MLAgents error: SubprocessEnvManager had workers that didn't signal shutdown

Hi, I have an issue, where when I try to train, it simply loads for a couple seconds and then fails.

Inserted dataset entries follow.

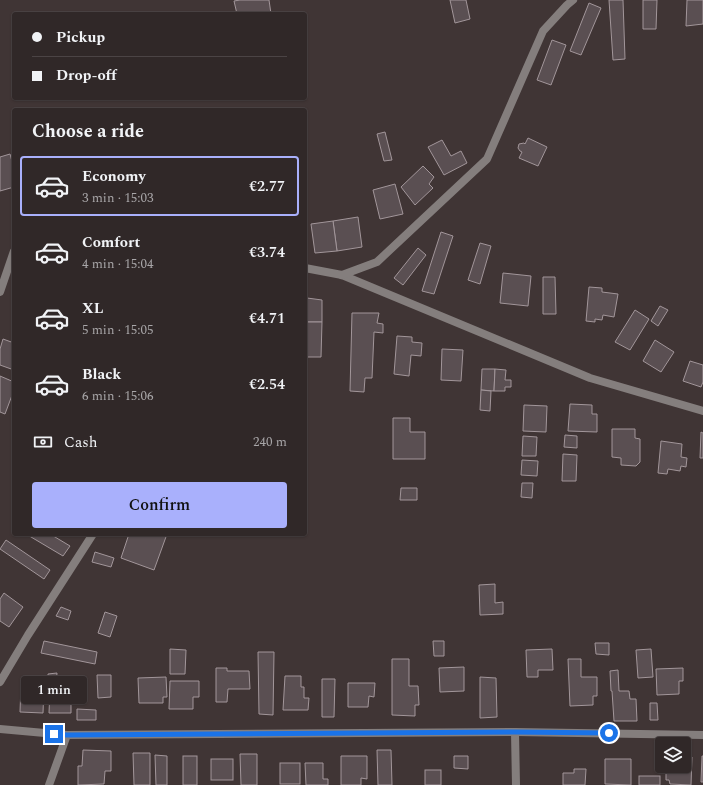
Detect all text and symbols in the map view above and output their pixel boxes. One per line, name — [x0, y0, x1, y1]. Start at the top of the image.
text: Pickup — [56, 26, 105, 49]
text: Drop-off — [56, 64, 117, 87]
text: Choose a ride — [32, 118, 144, 145]
text: Economy — [82, 165, 146, 188]
icon: car — [34, 168, 70, 204]
text: €2.77 — [249, 175, 285, 198]
text: 3 min · 15:03 — [82, 188, 154, 208]
text: Comfort — [82, 231, 140, 254]
icon: car — [34, 234, 70, 270]
text: €3.74 — [249, 241, 285, 264]
text: 4 min · 15:04 — [82, 254, 154, 274]
text: XL — [82, 297, 103, 320]
icon: car — [34, 300, 70, 336]
text: €4.71 — [249, 307, 285, 330]
text: 5 min · 15:05 — [82, 320, 154, 340]
text: Black — [82, 363, 121, 386]
icon: car — [34, 366, 70, 402]
text: €2.54 — [249, 373, 285, 396]
text: 6 min · 15:06 — [82, 386, 154, 406]
icon: cash — [32, 431, 54, 453]
text: Cash — [64, 431, 97, 454]
text: 240 m — [253, 432, 287, 452]
button: Confirm — [32, 482, 287, 528]
callout: 1 min — [21, 676, 87, 704]
text: 1 min — [37, 680, 71, 700]
route start — [600, 724, 618, 742]
route end — [45, 725, 63, 743]
map controls — [655, 737, 691, 773]
button: layers — [655, 737, 691, 773]

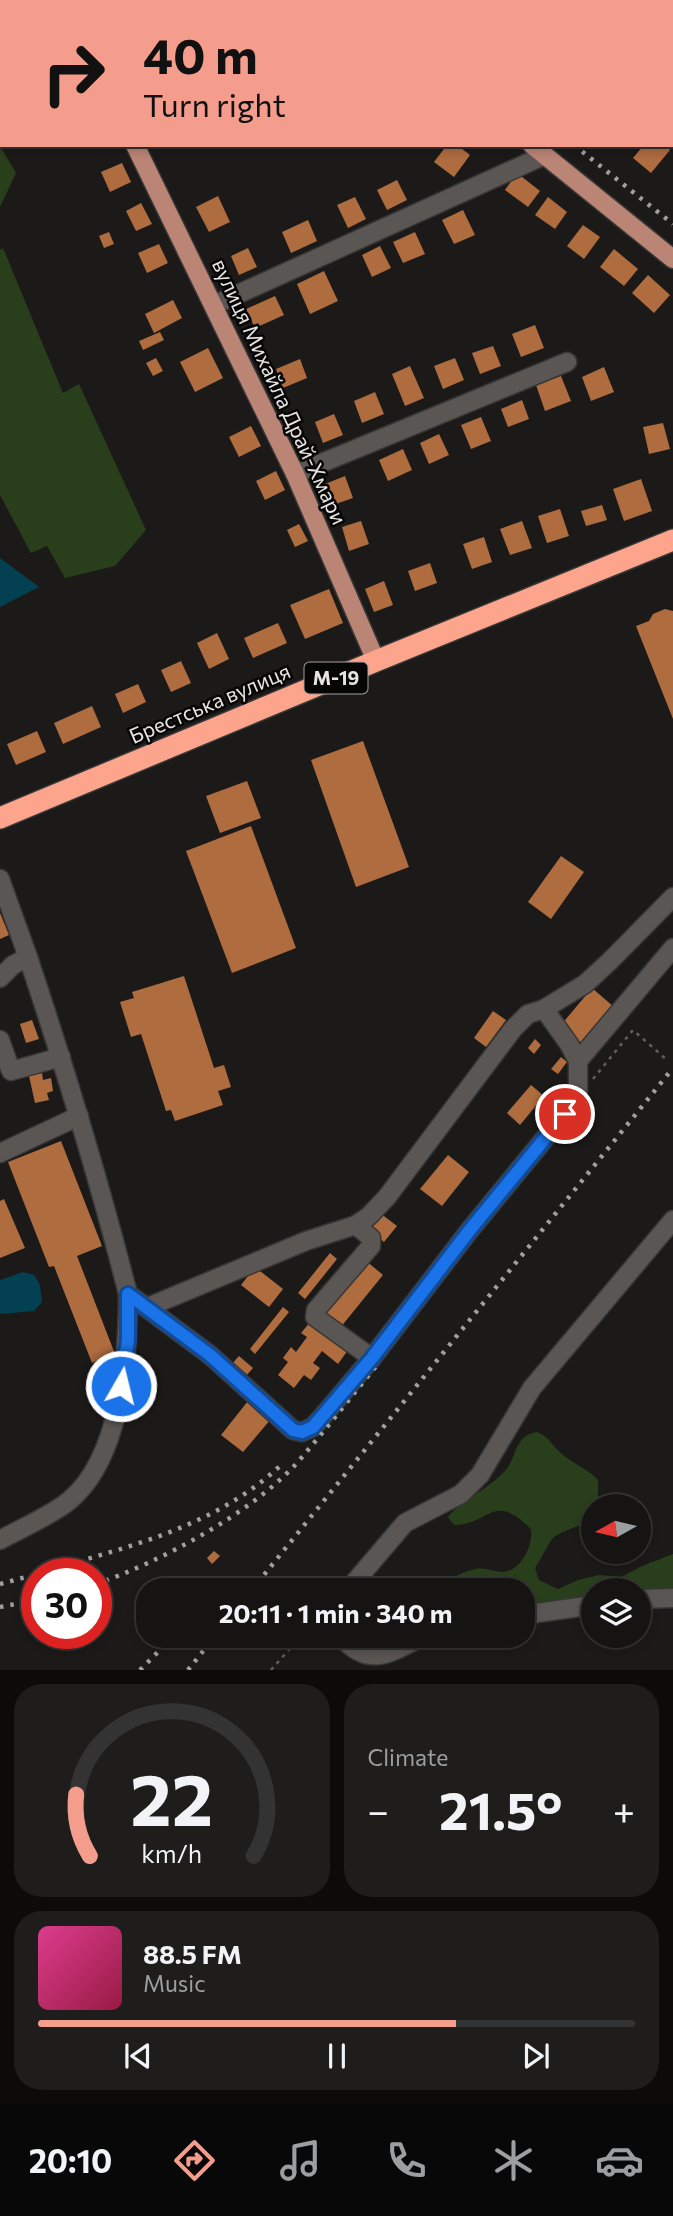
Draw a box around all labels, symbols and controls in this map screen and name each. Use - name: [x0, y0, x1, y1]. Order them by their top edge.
- text: 40 m: [143, 24, 258, 84]
- icon: right: [28, 28, 119, 119]
- text: Turn right: [143, 84, 286, 124]
- street label: вулиця Михайла Драй-Хмари: [208, 255, 353, 528]
- street label: Брестська вулиця: [125, 657, 294, 748]
- road number: М-19: [304, 663, 368, 694]
- pin: [535, 1084, 595, 1144]
- icon: arrive: [546, 1095, 584, 1133]
- position arrow: [84, 1349, 158, 1423]
- north arrow: [581, 1494, 651, 1564]
- map controls: [581, 1494, 651, 1648]
- speed limit sign: 30: [21, 1558, 112, 1649]
- button: layers: [581, 1578, 651, 1648]
- text: 20:11 · 1 min · 340 m: [219, 1597, 452, 1628]
- text: Climate: [368, 1743, 449, 1771]
- text: 22: [130, 1753, 213, 1842]
- text: 21.5°: [439, 1777, 563, 1841]
- text: −: [368, 1786, 389, 1833]
- text: +: [613, 1786, 635, 1833]
- text: km/h: [141, 1838, 202, 1868]
- text: 88.5 FM: [143, 1938, 242, 1969]
- text: Music: [143, 1969, 206, 1997]
- icon: previous: [119, 2037, 157, 2075]
- icon: pause: [318, 2037, 356, 2075]
- icon: next: [517, 2037, 555, 2075]
- icon: directions: [170, 2136, 219, 2185]
- icon: music: [276, 2136, 325, 2185]
- icon: phone: [382, 2136, 431, 2185]
- icon: climate: [489, 2136, 538, 2185]
- icon: car: [595, 2136, 644, 2185]
- text: 20:10: [29, 2140, 112, 2180]

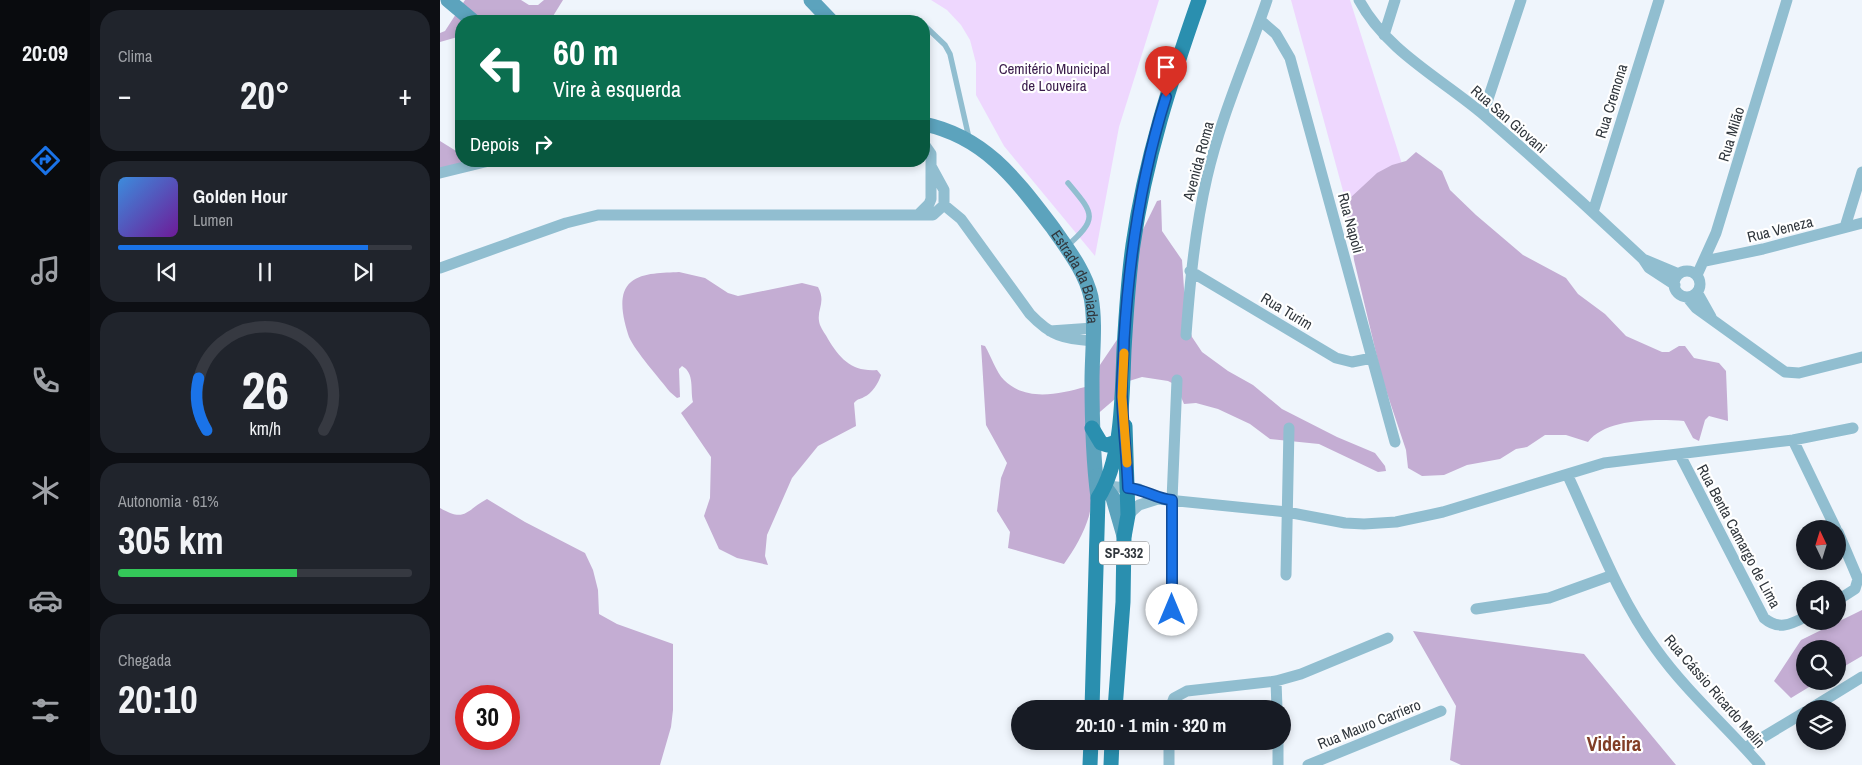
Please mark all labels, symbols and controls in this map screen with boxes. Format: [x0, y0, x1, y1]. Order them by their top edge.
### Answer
text: 60 m [553, 29, 618, 76]
icon: left [470, 35, 535, 100]
text: 20:09 [22, 38, 68, 68]
text: Clima [118, 45, 152, 67]
pin [1145, 46, 1187, 97]
icon: arrive [1152, 53, 1180, 81]
park label: Cemitério Municipal de Louveira [999, 58, 1109, 96]
street label: Rua Cremona [1590, 61, 1632, 141]
text: 20° [240, 70, 290, 121]
text: Vire à esquerda [553, 74, 681, 104]
text: − [118, 76, 131, 114]
text: + [399, 76, 412, 114]
street label: Rua San Giovani [1466, 80, 1552, 158]
street label: Rua Milão [1713, 104, 1749, 164]
street label: Avenida Roma [1177, 119, 1219, 204]
icon: right [529, 130, 557, 158]
text: Depois [470, 131, 519, 157]
icon: directions [28, 143, 63, 178]
text: Golden Hour [193, 183, 287, 209]
street label: Rua Napoli [1333, 191, 1369, 255]
text: Lumen [193, 209, 233, 231]
street label: Rua Veneza [1745, 211, 1815, 247]
street label: Estrada da Boiada [1047, 225, 1104, 324]
icon: music [28, 253, 63, 288]
icon: previous [153, 258, 181, 286]
icon: pause [251, 258, 279, 286]
icon: next [349, 258, 377, 286]
street label: Rua Turim [1257, 287, 1317, 335]
text: 26 [241, 355, 289, 425]
icon: phone [28, 363, 63, 398]
text: km/h [249, 417, 281, 441]
street label: Rua Benta Camargo de Lima [1692, 460, 1786, 612]
icon: climate [28, 473, 63, 508]
text: Autonomia · 61% [118, 490, 219, 512]
text: 305 km [118, 515, 224, 566]
north arrow [1796, 520, 1846, 570]
map controls [1796, 520, 1846, 750]
road number: SP-332 [1099, 542, 1149, 564]
button: sound [1796, 580, 1846, 630]
icon: car [28, 583, 63, 618]
position arrow [1145, 583, 1197, 635]
street label: Rua Cássio Ricardo Melin [1660, 630, 1770, 752]
button: search [1796, 640, 1846, 690]
text: Chegada [118, 649, 171, 671]
text: 20:10 [118, 674, 198, 725]
speed limit sign: 30 [455, 685, 520, 750]
icon: filters [28, 693, 63, 728]
street label: Rua Mauro Carriero [1314, 694, 1424, 754]
button: layers [1796, 700, 1846, 750]
text: 20:10 · 1 min · 320 m [1076, 712, 1226, 738]
district label: Videira [1587, 730, 1641, 757]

mlagents 0.28 with MLAgents package 2.2.1-exp1.

See full printout below:

            ┐  ╖
        ╓╖╬│╡  ││╬╖╖
    ╓╖╬│││││┘  ╬│││││╬╖
 ╖╬│││││╬╜        ╙╬│││││╖╖                               ╗╗╗
 ╬╬╬╬╖││╦╖        ╖╬││╗╣╣╣╬      ╟╣╣╬    ╟╣╣╣             ╜╜╜  ╟╣╣
 ╬╬╬╬╬╬╬╬╖│╬╖╖╓╬╪│╓╣╣╣╣╣╣╣╬      ╟╣╣╬    ╟╣╣╣ ╒╣╣╖╗╣╣╣╗   ╣╣╣ ╣╣╣╣╣╣ ╟╣╣╖   ╣╣╣
 ╬╬╬╬┐  ╙╬╬╬╬│╓╣╣╣╝╜  ╫╣╣╣╬      ╟╣╣╬    ╟╣╣╣ ╟╣╣╣╙ ╙╣╣╣  ╣╣╣ ╙╟╣╣╜╙  ╫╣╣  ╟╣╣
 ╬╬╬╬┐     ╙╬╬╣╣      ╫╣╣╣╬      ╟╣╣╬    ╟╣╣╣ ╟╣╣╬   ╣╣╣  ╣╣╣  ╟╣╣     ╣╣╣┌╣╣╜
 ╬╬╬╜       ╬╬╣╣      ╙╝╣╣╬      ╙╣╣╣╗╖╓╗╣╣╣╜ ╟╣╣╬   ╣╣╣  ╣╣╣  ╟╣╣╦╓    ╣╣╣╣╣
 ╙   ╓╦╖    ╬╬╣╣   ╓╗╗╖            ╙╝╣╣╣╣╝╜   ╘╝╝╜   ╝╝╝  ╝╝╝   ╙╣╣╣    ╟╣╣╣
   ╩╬╬╬╬╬╬╦╦╬╬╣╣╗╣╣╣╣╣╣╣╝                                             ╫╣╣╣╣
      ╙╬╬╬╬╬╬╬╣╣╣╣╣╣╝╜
          ╙╬╬╬╣╣╣╜
             ╙

 Version information:
  ml-agents: 0.28.0,
  ml-agents-envs: 0.28.0,
  Communicator API: 1.5.0,
  PyTorch: 1.7.1+cu110
[INFO] Listening on port 5004. Start training by pressing the Play button in the Unity Editor.
[INFO] Connected to Unity environment with package version 2.2.1-exp.1 and communication version 1.5.0
[INFO] Connected new brain: MoveToGoal?team=0
[WARNING] Behavior name MoveToGoal does not match any behaviors specified in the trainer configuration file. A default configuration will be used.
[WARNING] Deleting TensorBoard data events.out.tfevents.1648051984.DESKTOP-FHQ6GMJ.11680.0 that was left over from a previous run.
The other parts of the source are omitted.